Dancing your way to a healthier new you.

In August 2014, the Yahoo Contributor Network was shut down. All the copyrights to articles thereon were returned to their authors, so I decided to publish certain articles of mine, originally written for Yahoo UK on my own blogs. This is one of them.

I am going to make a confession here, so please be kind… I was once a terrible couch potato.

Actually I was more of a desk potato. Most of my free time was spent in my study, on my computer, gaming, chatting, writing. Despite having been fairly active in my teens and through my university life, once I was working I didn't seem to have the energy left at the end of the day to do anything active.

I know this is a common affliction. Finding time to fit in a workout can be a struggle for many of us. It's tough to get motivated, particularly in the winter months when it is cold and dark and all the best entertainment options involve being curled up under a blanket.

For me this changed very suddenly one September.

I rode my motorbike home from work, and noticed that my leather trousers were causing a really uncomfortable pressure on my right hand side. Over the weekend the pain worsened, and on the Monday, I was admitted to hospital with appendicitis. I left 5 days later following major surgery, as the infection had gone beyond the realms of keyhole surgery.

In less than a week I had gone from being capable, mobile and apparently healthy, to walking in an excruciating shuffle - via nearly dying from rotten insides. In my convalescence I reflected upon how fragile our health really is, and vowed that when I returned to full health, I would no longer take it for granted.

A couple of years previously I had taken bellydance classes. I didn't really get on with the class, despite being quite keen to dance, it wasn't the right teacher for me, or perhaps the right time, and as other commitments became more urgent, I stopped going.

This time I decided I was going to do better. I did some research and found a really great teacher. I bought a small library of practice DVDs.

I fell in love with the dance. So much that soon I was attending 2 or 3 classes a week. When I came home from work I no longer went straight to my computer. I would put on some music and practice my moves.

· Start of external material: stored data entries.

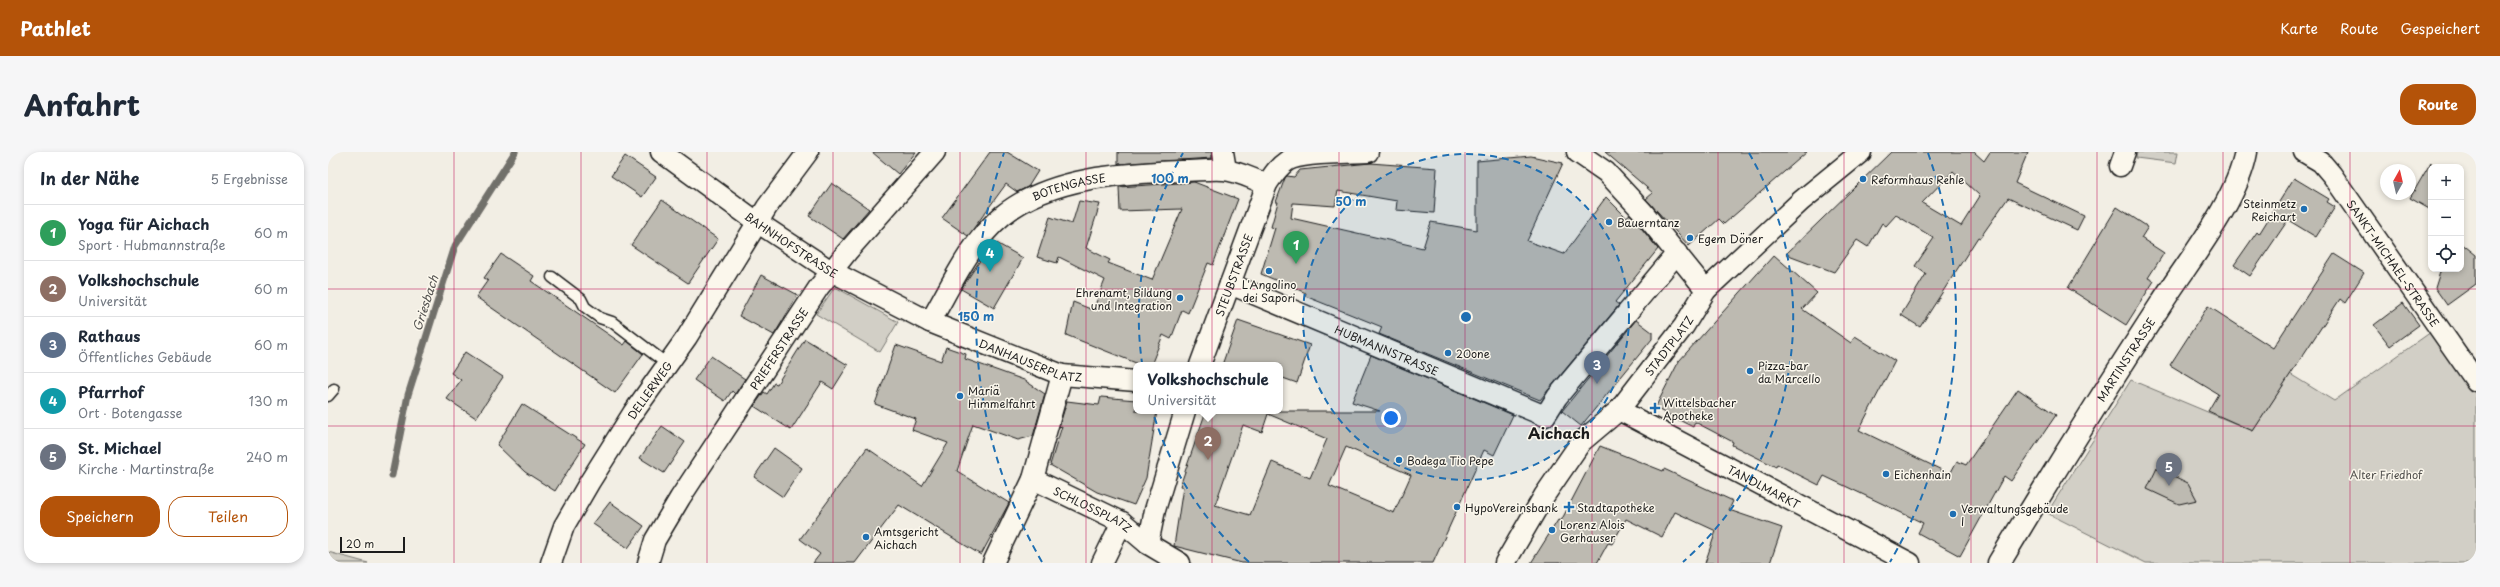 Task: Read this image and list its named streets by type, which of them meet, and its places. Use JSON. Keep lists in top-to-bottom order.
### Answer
{
  "streets": {
    "main road": ["MARTINSTRASSE"],
    "street": [
      "BOTENGASSE",
      "BAHNHOFSTRASSE",
      "SANKT-MICHAEL-STRASSE",
      "STEUBSTRASSE",
      "STADTPLATZ",
      "PRIEFERSTRASSE",
      "HUBMANNSTRASSE",
      "DANHAUSERPLATZ",
      "DELLERWEG",
      "TANDLMARKT",
      "SCHLOSSPLATZ"
    ]
  },
  "crossings": [
    ["BOTENGASSE", "BAHNHOFSTRASSE"],
    ["BOTENGASSE", "STEUBSTRASSE"],
    ["BOTENGASSE", "DANHAUSERPLATZ"],
    ["BAHNHOFSTRASSE", "PRIEFERSTRASSE"],
    ["BAHNHOFSTRASSE", "DANHAUSERPLATZ"],
    ["BAHNHOFSTRASSE", "DELLERWEG"],
    ["STEUBSTRASSE", "HUBMANNSTRASSE"],
    ["STADTPLATZ", "TANDLMARKT"]
  ],
  "districts": ["Aichach"],
  "water": ["Griesbach"],
  "parks": ["Alter Friedhof"],
  "places": {
    "other": [
      "Reformhaus Rehle",
      "Steinmetz Reichart",
      "Bauerntanz",
      "Egem Döner",
      "L'Angolino dei Sapori",
      "Ehrenamt, Bildung und Integration",
      "20one",
      "Pizza-bar da Marcello",
      "Mariä Himmelfahrt",
      "Bodega Tio Pepe",
      "Eichenhain",
      "HypoVereinsbank",
      "Verwaltungsgebäude I",
      "Lorenz Alois Gerhauser",
      "Amtsgericht Aichach"
    ],
    "health": ["Wittelsbacher Apotheke", "Stadtapotheke"]
  },
  "scale_bar": "20 m",
  "north": "top",
  "page": {
    "header": "Pathlet",
    "nav": ["Karte", "Route", "Gespeichert"],
    "title": "Anfahrt",
    "buttons": [
      "Route",
      ["Speichern", "Teilen"]
    ],
    "heading": ["In der Nähe", "5 Ergebnisse"],
    "map_buttons": ["+", "−"],
    "list": [
      {
        "mark": "1",
        "name": "Yoga für Aichach",
        "note": "Sport · Hubmannstraße",
        "value": "60 m"
      },
      {
        "mark": "2",
        "name": "Volkshochschule",
        "note": "Universität",
        "value": "60 m"
      },
      {
        "mark": "3",
        "name": "Rathaus",
        "note": "Öffentliches Gebäude",
        "value": "60 m"
      },
      {
        "mark": "4",
        "name": "Pfarrhof",
        "note": "Ort · Botengasse",
        "value": "130 m"
      },
      {
        "mark": "5",
        "name": "St. Michael",
        "note": "Kirche · Martinstraße",
        "value": "240 m"
      }
    ],
    "pins": [
      "1",
      "4",
      "3",
      "2",
      "5"
    ],
    "popup": ["Volkshochschule", "Universität"],
    "scale": "20 m"
  },
  "rings": ["100 m", "50 m", "150 m"]
} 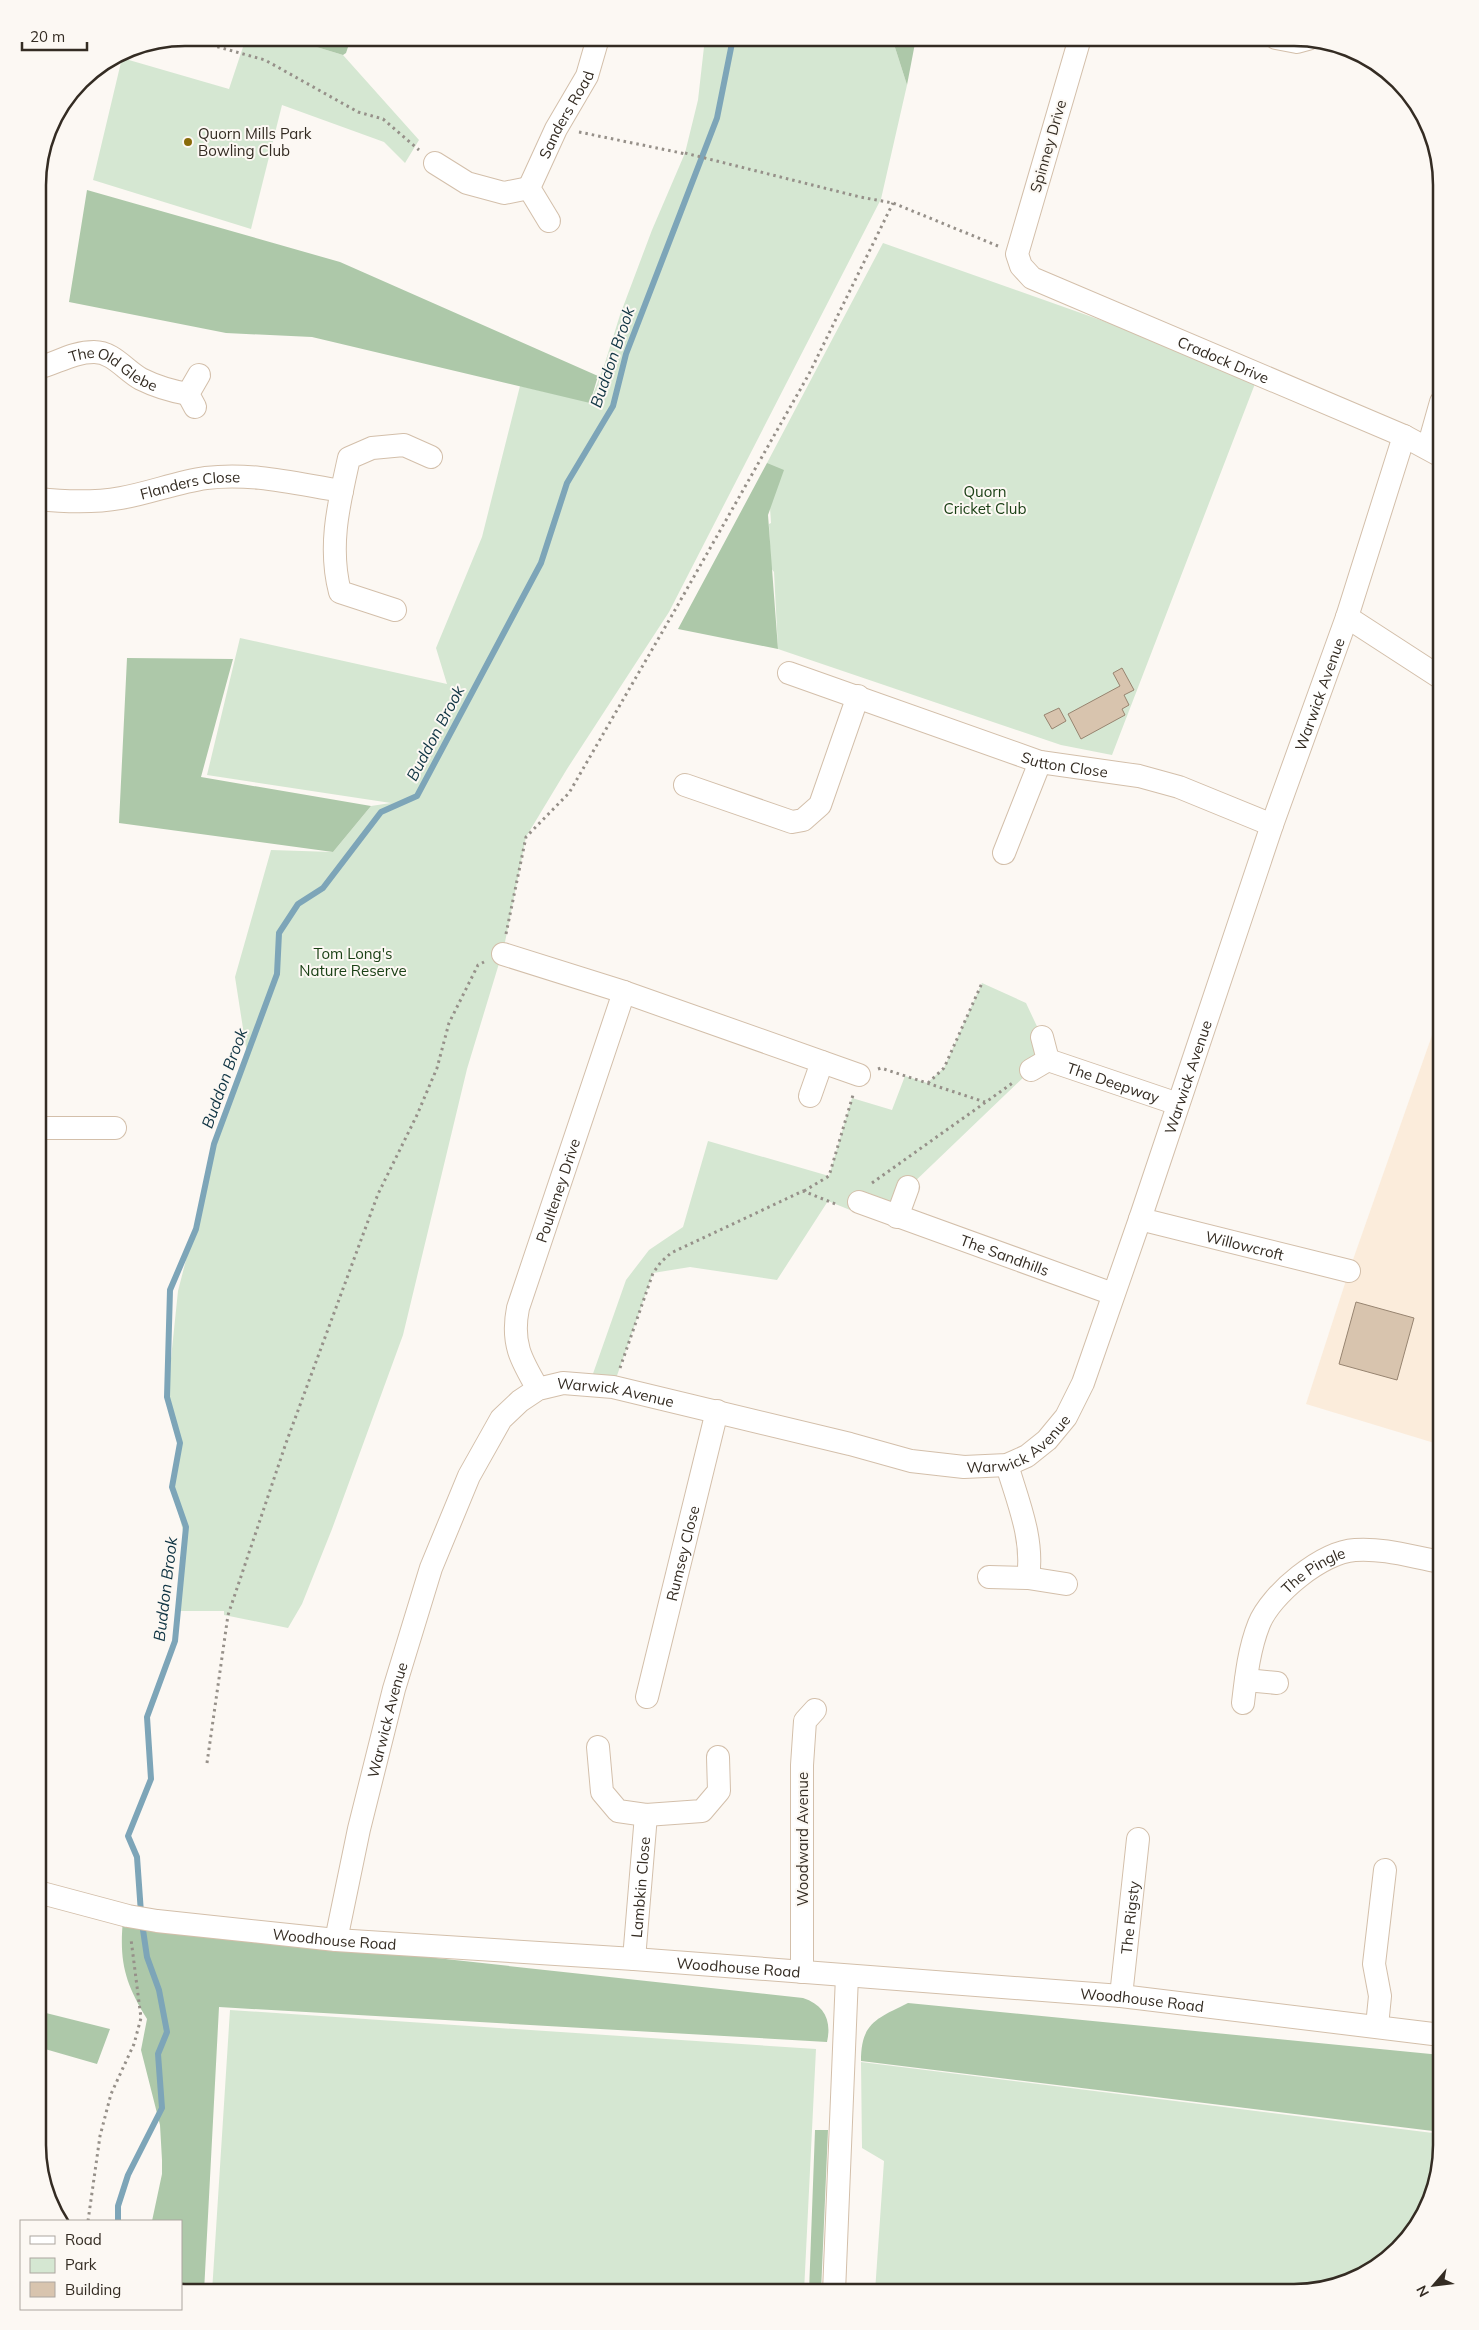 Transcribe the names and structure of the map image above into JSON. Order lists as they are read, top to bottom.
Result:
{
  "streets": {
    "street": [
      "Sanders Road",
      "Spinney Drive",
      "Cradock Drive",
      "The Old Glebe",
      "Flanders Close",
      "Warwick Avenue",
      "Sutton Close",
      "The Deepway",
      "Poulteney Drive",
      "Willowcroft",
      "The Sandhills",
      "Rumsey Close",
      "The Pingle",
      "Woodward Avenue",
      "Lambkin Close",
      "The Rigsty",
      "Woodhouse Road"
    ]
  },
  "crossings": [
    ["Spinney Drive", "Cradock Drive"],
    ["Cradock Drive", "Warwick Avenue"],
    ["Warwick Avenue", "Sutton Close"],
    ["Warwick Avenue", "The Deepway"],
    ["Warwick Avenue", "Poulteney Drive"],
    ["Warwick Avenue", "Willowcroft"],
    ["Warwick Avenue", "The Sandhills"],
    ["Warwick Avenue", "Rumsey Close"],
    ["Warwick Avenue", "Woodhouse Road"],
    ["Woodward Avenue", "Woodhouse Road"],
    ["Lambkin Close", "Woodhouse Road"],
    ["The Rigsty", "Woodhouse Road"]
  ],
  "water": ["Buddon Brook"],
  "parks": ["Quorn Cricket Club", "Tom Long's Nature Reserve"],
  "places": ["Quorn Mills Park Bowling Club"],
  "legend": ["Road", "Park", "Building"],
  "scale_bar": "20 m",
  "north": "bottom left"
}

I was loving my new hobby so much, I barely noticed how it was challenging my body. I became stronger and fitter whilst having fun, getting out of the house and making friends.

As I improved my teacher asked me to join her performance troupe - so that was another class to attend! Tougher dance moves meant I had to raise my game, and soon I was putting in some intense yoga and pilates practice as well.

In less than a year my whole life had changed . I was out of the house more, I was more active, I was travelling all over the country to perform and train. Most of all I was healthier, happier and more confident.

Now I teach yoga and Arabic dance. I have come to see that mine is just one of so many similar stories. Dance is transformational. To anyone considering bringing more activity into their lifestyle, I would say, go for it. You will never regret giving it a try, and you could find a whole new lease of life.

ETA: When this was first published, the vast majority of comments on the article were regarding weight loss. For clarity I would like to add the following.

The focus of this article is health and fitness. Sometimes this equates to weight loss, or maintaining a slim figure, however this is not automatically the case. I am actually around 5kg heavier than I was before I started dancing, and a dress size larger. This is partly due to the 2 babies I have had, but the point is this: I have better cardiovascular fitness than before. My heart is stronger and healthier. My lungs are stronger and my asthma is better. My bum is undoubtably bigger, but it is made of solid muscle (that's where the sharp hip accents come from). My joints are less painful as they are stabilised and supported by dance muscle.

Being a bellydancer is about being strong and healthy and feeling good in your skin, not about how stretched your knicker elastic is (and if it is, just buy new knickers, it's just a number and you'll be comfier).